* **Aim of the exercise**
Give back each line below verbatim.

* **Dataset records**
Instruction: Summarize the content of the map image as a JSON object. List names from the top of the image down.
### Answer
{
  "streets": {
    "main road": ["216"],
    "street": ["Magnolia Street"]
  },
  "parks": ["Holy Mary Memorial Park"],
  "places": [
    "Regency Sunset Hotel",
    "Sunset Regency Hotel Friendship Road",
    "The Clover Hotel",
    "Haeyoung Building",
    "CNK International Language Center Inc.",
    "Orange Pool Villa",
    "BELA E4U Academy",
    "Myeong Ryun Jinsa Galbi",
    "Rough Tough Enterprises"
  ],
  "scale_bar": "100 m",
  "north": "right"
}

* **Exercise solution**
Instruction: Summarize the content of the map image as a JSON object. List names from the top of the image down.
### Answer
{
  "streets": {
    "main road": ["216"],
    "street": ["Magnolia Street"]
  },
  "parks": ["Holy Mary Memorial Park"],
  "places": [
    "Regency Sunset Hotel",
    "Sunset Regency Hotel Friendship Road",
    "The Clover Hotel",
    "Haeyoung Building",
    "CNK International Language Center Inc.",
    "Orange Pool Villa",
    "BELA E4U Academy",
    "Myeong Ryun Jinsa Galbi",
    "Rough Tough Enterprises"
  ],
  "scale_bar": "100 m",
  "north": "right"
}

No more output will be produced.